18 - Aşk, yasaklanmış yanımızın özgürlükle buluştuğu aynadır: Ve son.





3 - ALGININ ÇÖKÜŞÜ VE BEDENİN GERİ DÖNÜŞÜ: BİR VAJİNASI YOKTU

Öylesine aşıktım, yüz hatlarına o kadar takılmıştım ki, ilk şoku kolay atlattım. Sevdiğinizin her kusuru, ya da sevdiğiniz nedeni ile yüzleştiğiniz her sorun, size kolayca üstesinden gelinebilecek küçük pürüzler gibi gelir, bilirsiniz. Ayrıca o benim için hala kadındı. Beynim ilk algı olarak onu "kadın" şeklinde dosyalamıştı.

İşlemim yapıldıktan sonra (artık bu büyük sorun aklımdan silinip gitmişti) onu çay içmeye davet ettim. (O tarihlerde kahve modası başlamamıştı.) Kolay kabul etti. Neden reddedecekti ki? İki erkeğin çay içmesinden doğal ne olabilirdi?
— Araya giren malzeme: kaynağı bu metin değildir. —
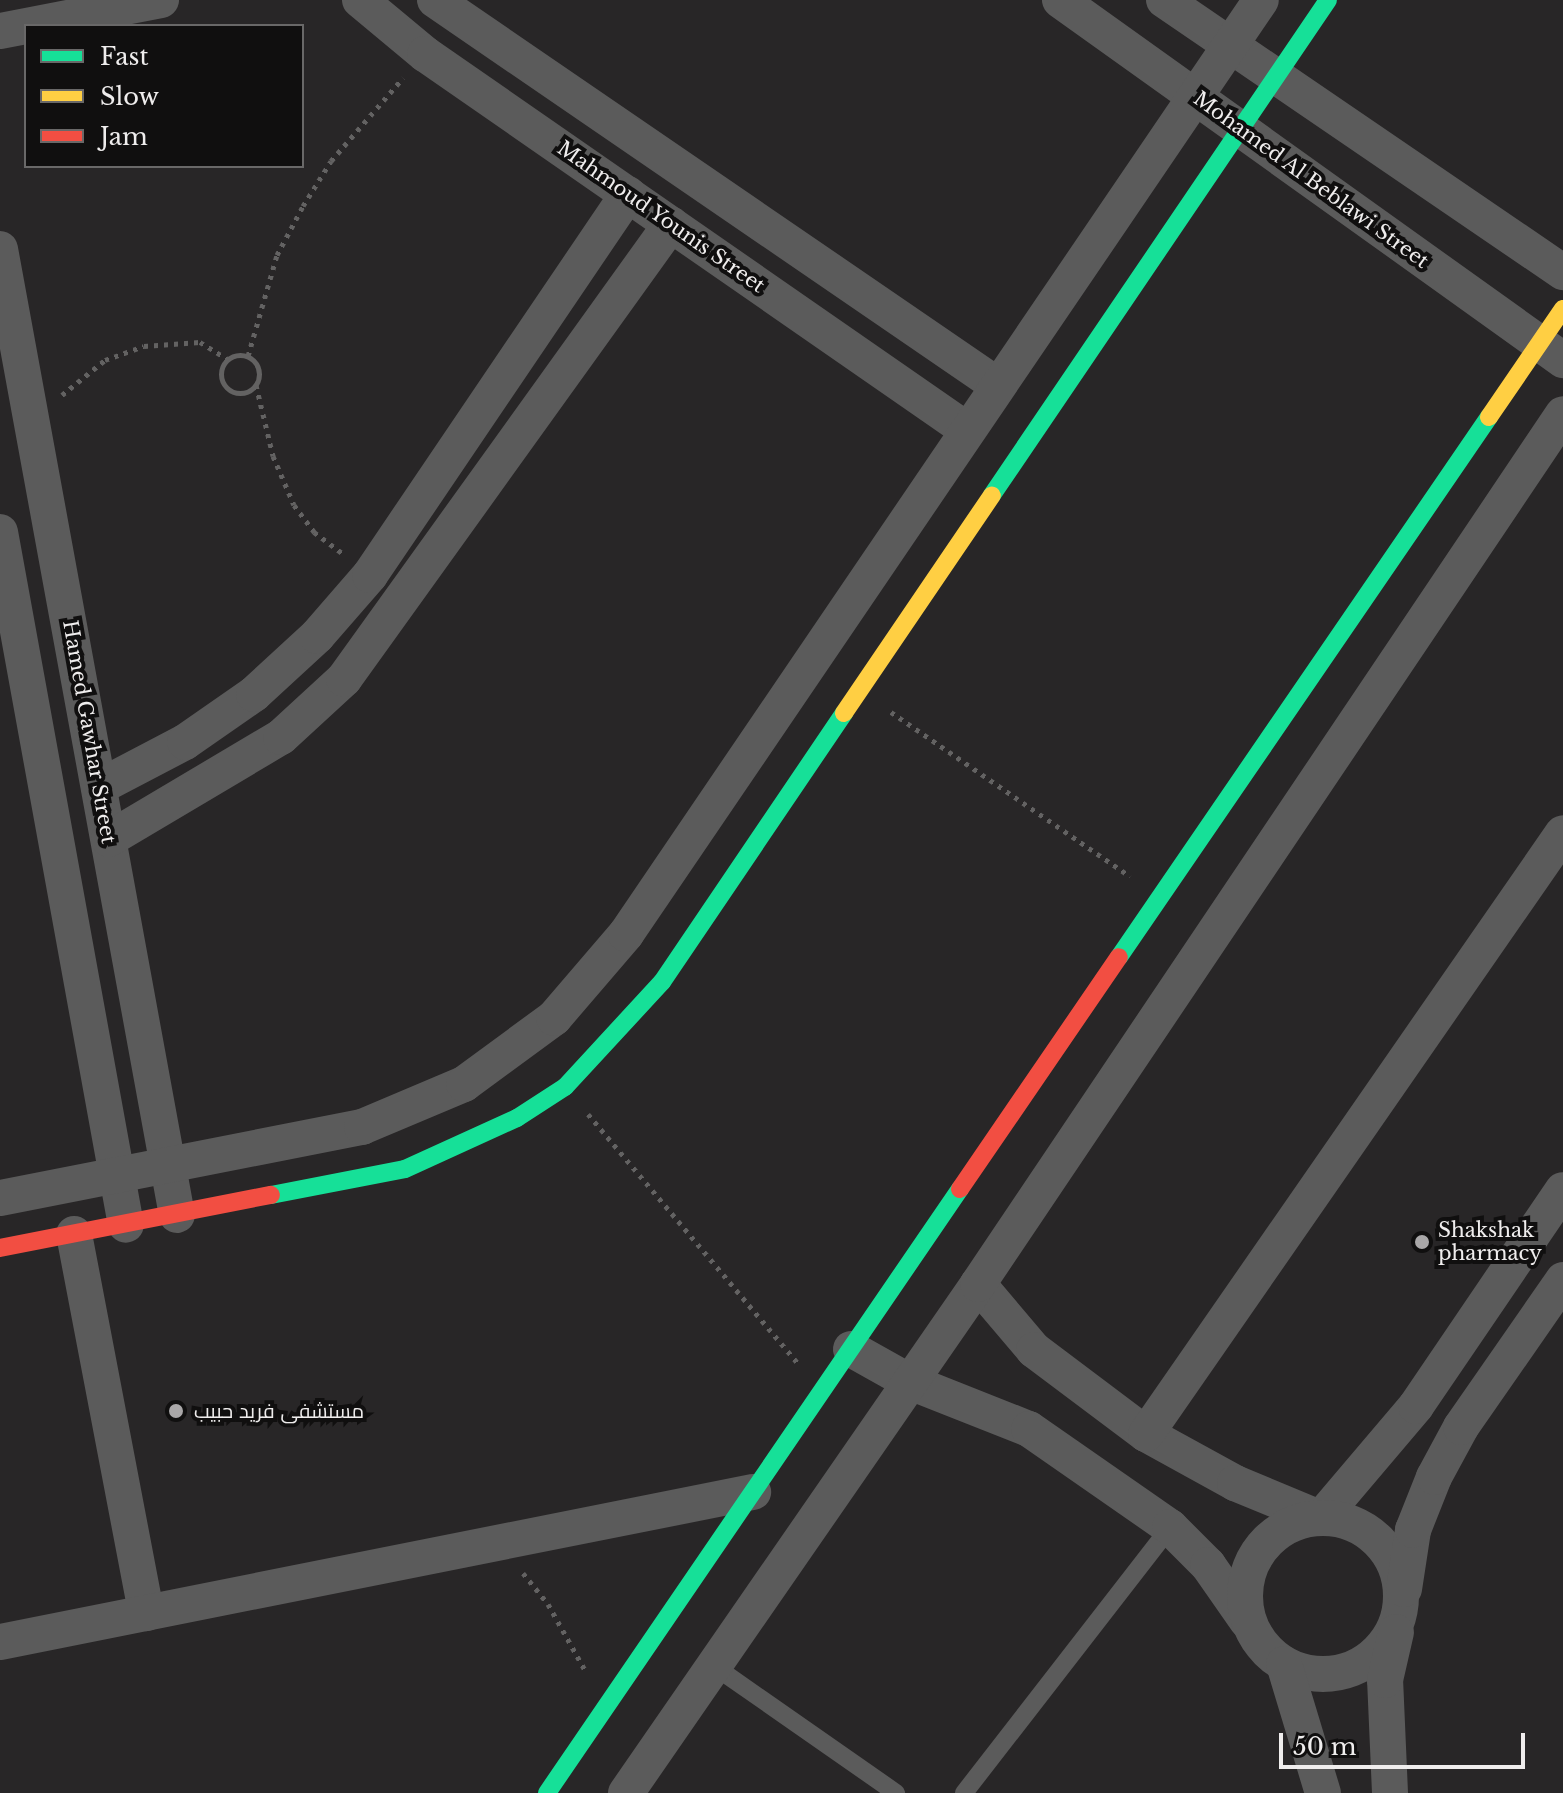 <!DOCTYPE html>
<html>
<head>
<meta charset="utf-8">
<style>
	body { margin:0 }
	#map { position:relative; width:1563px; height:1793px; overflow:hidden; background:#282627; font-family:"Libre Baskerville",Cairo,serif }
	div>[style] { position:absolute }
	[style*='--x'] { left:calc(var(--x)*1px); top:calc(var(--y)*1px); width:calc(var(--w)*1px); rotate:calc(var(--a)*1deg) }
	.path>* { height:5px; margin-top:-2.5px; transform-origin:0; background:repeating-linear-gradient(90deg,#636262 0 4px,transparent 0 10px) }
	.path>.ring { margin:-2.5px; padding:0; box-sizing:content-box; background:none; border:5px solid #636262; border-radius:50% }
	.lane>* { height:18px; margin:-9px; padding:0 9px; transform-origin:9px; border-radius:9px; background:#5b5b5b }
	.street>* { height:36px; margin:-18px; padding:0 18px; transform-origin:18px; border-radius:18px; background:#5b5b5b }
	.street>.ring { margin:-18px; padding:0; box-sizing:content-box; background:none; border:36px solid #5b5b5b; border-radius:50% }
	.fast>* { height:18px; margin:-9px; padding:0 9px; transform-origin:9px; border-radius:9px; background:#16e098 }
	.slow>* { height:18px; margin:-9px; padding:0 9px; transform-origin:9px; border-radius:9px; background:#ffcf43 }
	.jam>* { height:18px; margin:-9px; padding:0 9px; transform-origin:9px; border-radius:9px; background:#f24e42 }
	.dots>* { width:22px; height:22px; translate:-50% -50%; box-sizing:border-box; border:4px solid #100f0f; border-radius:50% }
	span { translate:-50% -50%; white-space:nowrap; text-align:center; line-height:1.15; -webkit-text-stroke:8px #100f0f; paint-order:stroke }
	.street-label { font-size:20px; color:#efeded }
	.poi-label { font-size:20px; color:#efeded }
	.left { translate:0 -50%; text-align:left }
	.legend { position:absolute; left:24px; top:24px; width:280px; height:144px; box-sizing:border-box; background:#100f0f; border:2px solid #696868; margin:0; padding:10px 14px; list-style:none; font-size:24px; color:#efeded }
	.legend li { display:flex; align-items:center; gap:16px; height:40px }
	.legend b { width:40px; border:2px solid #696868 }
	.scale { position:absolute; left:1279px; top:1733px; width:246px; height:36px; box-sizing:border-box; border:4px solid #efeded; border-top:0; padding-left:10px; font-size:24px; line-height:28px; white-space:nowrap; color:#efeded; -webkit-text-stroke:6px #100f0f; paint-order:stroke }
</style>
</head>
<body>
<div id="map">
	<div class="path">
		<div class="ring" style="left:221px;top:355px;width:33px;height:33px"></div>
		<div style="--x:248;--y:356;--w:105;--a:-74"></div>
		<div style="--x:277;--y:255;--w:55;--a:-62"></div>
		<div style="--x:303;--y:206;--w:53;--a:-58.1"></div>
		<div style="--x:331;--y:161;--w:110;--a:-49.1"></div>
		<div style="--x:256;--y:385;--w:73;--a:76.5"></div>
		<div style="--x:273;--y:456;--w:53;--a:66.8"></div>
		<div style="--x:294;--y:505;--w:34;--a:53"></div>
		<div style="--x:314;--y:532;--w:38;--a:37"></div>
		<div style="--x:62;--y:395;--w:55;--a:-39.1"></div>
		<div style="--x:105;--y:360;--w:41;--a:-19.7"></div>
		<div style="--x:144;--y:346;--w:56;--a:-4.1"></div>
		<div style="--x:200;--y:342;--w:32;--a:32"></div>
		<div style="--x:891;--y:712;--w:290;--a:34.5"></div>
		<div style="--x:588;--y:1114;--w:326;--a:49.9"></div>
		<div style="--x:523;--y:1573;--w:40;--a:51"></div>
		<div style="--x:548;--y:1604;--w:78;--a:60.8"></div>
	</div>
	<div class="lane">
		<div style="--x:714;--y:1666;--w:222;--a:34.9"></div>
		<div style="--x:964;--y:1793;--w:336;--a:-52.2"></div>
	</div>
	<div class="street">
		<div style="--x:360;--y:0;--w:85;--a:39.7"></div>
		<div style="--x:425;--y:54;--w:660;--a:34.75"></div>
		<div style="--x:435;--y:0;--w:681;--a:34.41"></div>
		<div style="--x:1060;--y:0;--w:619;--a:35.59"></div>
		<div style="--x:1164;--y:0;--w:483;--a:34.3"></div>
		<div style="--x:0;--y:31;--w:164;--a:-10.9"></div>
		<div style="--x:0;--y:249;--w:982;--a:79.62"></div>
		<div style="--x:0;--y:532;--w:704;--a:79.7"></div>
		<div style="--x:99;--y:787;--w:97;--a:-27.6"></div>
		<div style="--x:185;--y:742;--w:84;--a:-34.8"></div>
		<div style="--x:254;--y:694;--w:86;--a:-42.6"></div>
		<div style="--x:317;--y:636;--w:81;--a:-49"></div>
		<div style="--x:370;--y:575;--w:460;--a:-55.9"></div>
		<div style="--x:109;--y:839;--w:200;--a:-30.7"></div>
		<div style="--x:281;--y:737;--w:86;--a:-42.6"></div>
		<div style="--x:344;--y:679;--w:560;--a:-54.3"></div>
		<div style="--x:0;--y:1198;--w:369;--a:-11.1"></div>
		<div style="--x:362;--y:1127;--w:111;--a:-22.9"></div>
		<div style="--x:464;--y:1084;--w:112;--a:-36.3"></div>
		<div style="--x:554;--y:1018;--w:111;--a:-49.4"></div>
		<div style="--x:626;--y:934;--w:1129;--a:-55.79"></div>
		<div style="--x:74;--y:1234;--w:386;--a:79.2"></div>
		<div style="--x:978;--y:1284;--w:87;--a:49.7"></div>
		<div style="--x:1034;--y:1350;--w:140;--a:36.9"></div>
		<div style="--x:1146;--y:1434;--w:102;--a:28.8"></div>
		<div style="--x:1235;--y:1483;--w:89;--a:22.5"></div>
		<div style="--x:851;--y:1349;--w:68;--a:29.2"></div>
		<div style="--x:910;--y:1382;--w:128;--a:21.6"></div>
		<div style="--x:1029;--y:1429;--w:172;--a:34.8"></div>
		<div style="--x:1170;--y:1527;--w:54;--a:45"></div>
		<div style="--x:1208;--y:1565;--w:68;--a:55.1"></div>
		<div style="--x:1146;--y:1434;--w:731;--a:-55.25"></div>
		<div style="--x:1322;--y:1517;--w:145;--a:-49.7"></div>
		<div style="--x:1416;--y:1406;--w:261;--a:-55.8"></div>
		<div class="ring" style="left:1245px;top:1518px;width:120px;height:120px"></div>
		<div style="--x:1404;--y:1589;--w:60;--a:-81.3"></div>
		<div style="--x:1413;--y:1530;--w:57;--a:-68.4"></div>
		<div style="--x:1434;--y:1477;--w:57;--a:-61.6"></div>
		<div style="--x:1461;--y:1427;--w:179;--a:-55.2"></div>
		<div style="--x:0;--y:1642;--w:768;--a:-11.27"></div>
		<div style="--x:1284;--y:1664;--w:135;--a:73.2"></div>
		<div style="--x:626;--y:1793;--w:619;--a:-55.33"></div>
		<div style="--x:978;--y:1284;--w:1048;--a:-56.08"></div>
		<div style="--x:1390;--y:1793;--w:113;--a:-92.5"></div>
		<div style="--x:1385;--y:1680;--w:49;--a:-77.1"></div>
	</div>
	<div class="fast">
		<div style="--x:992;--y:495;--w:598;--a:-55.83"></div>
		<div style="--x:1119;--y:957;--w:655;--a:-55.58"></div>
		<div style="--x:271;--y:1195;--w:136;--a:-11"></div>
		<div style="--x:405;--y:1169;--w:123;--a:-24.5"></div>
		<div style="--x:517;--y:1118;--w:57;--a:-32.9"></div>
		<div style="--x:565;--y:1087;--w:143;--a:-47.3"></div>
		<div style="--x:662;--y:982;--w:325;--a:-55.9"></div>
		<div style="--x:547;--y:1793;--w:732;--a:-55.64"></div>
	</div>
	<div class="slow">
		<div style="--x:1489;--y:417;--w:131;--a:-55.6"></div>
		<div style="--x:844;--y:713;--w:263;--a:-55.8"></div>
	</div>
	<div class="jam">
		<div style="--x:960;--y:1189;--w:281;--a:-55.6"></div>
		<div style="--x:0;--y:1248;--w:276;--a:-11.1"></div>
	</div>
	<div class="dots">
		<div style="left:1422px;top:1242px;background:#a9a7a8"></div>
		<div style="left:176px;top:1411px;background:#a9a7a8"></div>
	</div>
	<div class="street-label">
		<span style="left:1311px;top:180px;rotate:36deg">Mohamed Al Beblawi Street</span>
		<span style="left:661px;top:217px;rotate:35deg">Mahmoud Younis Street</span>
		<span style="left:89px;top:732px;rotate:80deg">Hamed Gawhar Street</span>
	</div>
	<div class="poi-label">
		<span class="left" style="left:1438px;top:1242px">Shakshak<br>pharmacy</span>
		<span class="left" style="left:194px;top:1411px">مستشفى فريد حبيب</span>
	</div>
	<ul class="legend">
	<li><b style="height:10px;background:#16e098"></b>Fast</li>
	<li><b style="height:10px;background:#ffcf43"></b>Slow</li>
	<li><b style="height:10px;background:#f24e42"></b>Jam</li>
	</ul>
	<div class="scale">50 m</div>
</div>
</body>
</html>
O tarihlerde eskortluk yapmaktaydım ve o çay içme süresinde onu etkilemek için bildiğim her taktiği uyguladım.

[O günlerde yaşadıklarımı merak ederseniz DANSÇI adlı kitabımda her şeyi anlatıyorum. janus722.com sitesi üyelerine ücretsizdir.

Üye olmak için tıklayın! Kitabı istemek için tıklayın!]

Konuşmak istediği konuları keşfet (psikolojik sorunları, hobisi, işi, çocuk/eski koca/aile sorunları vb.) ve konuştur. Abartısız bir ilgi ile dinle. Basit ama can alıcı sorular sor.
Güzelliğini -söylemek istemez gibi- söyle. Hayranlığını saklamak ister gibi yap, ama belli de et.
Yalaka olma, güçlü dur. Arada çok-çok az sertleş. Sakın uzatma.
Giderek ciddiyetle, abartmadan yalnızlıktan dem vur… Ama sakın sızlanma, yoksa zayıf/güçsüz şekilde algılanırsın.

Bu yöntemler genelde kadınlara etkili olur. Ben ise o tarihlerde henüz param olduğu için erkeklerle olmuyordum; onlar için özel ve deneyime dayalı etkileme yöntemlerim yoktu. Erkekler hayatımda dans kariyerimle -bir anlamda mecburiyet yüzünden- girdiler. Ancak defalarca söylediğimi yineleyeyim: Hayatım boyunca erkeklerin ne bedenlerinden, ne de davranışlarından (hareketlerinden) hoşlandım. Büyük el ve ayaklar, kıl, kalın ses, geniş omuzlara ek olarak dominant bir beden dili… Hoşuma hiç gitmeyen, bana aşırı sevimsiz gelen şeylerdir bunlar. Ona ilgim ise bu özelliklerin hiç biri taşmadığı içindi.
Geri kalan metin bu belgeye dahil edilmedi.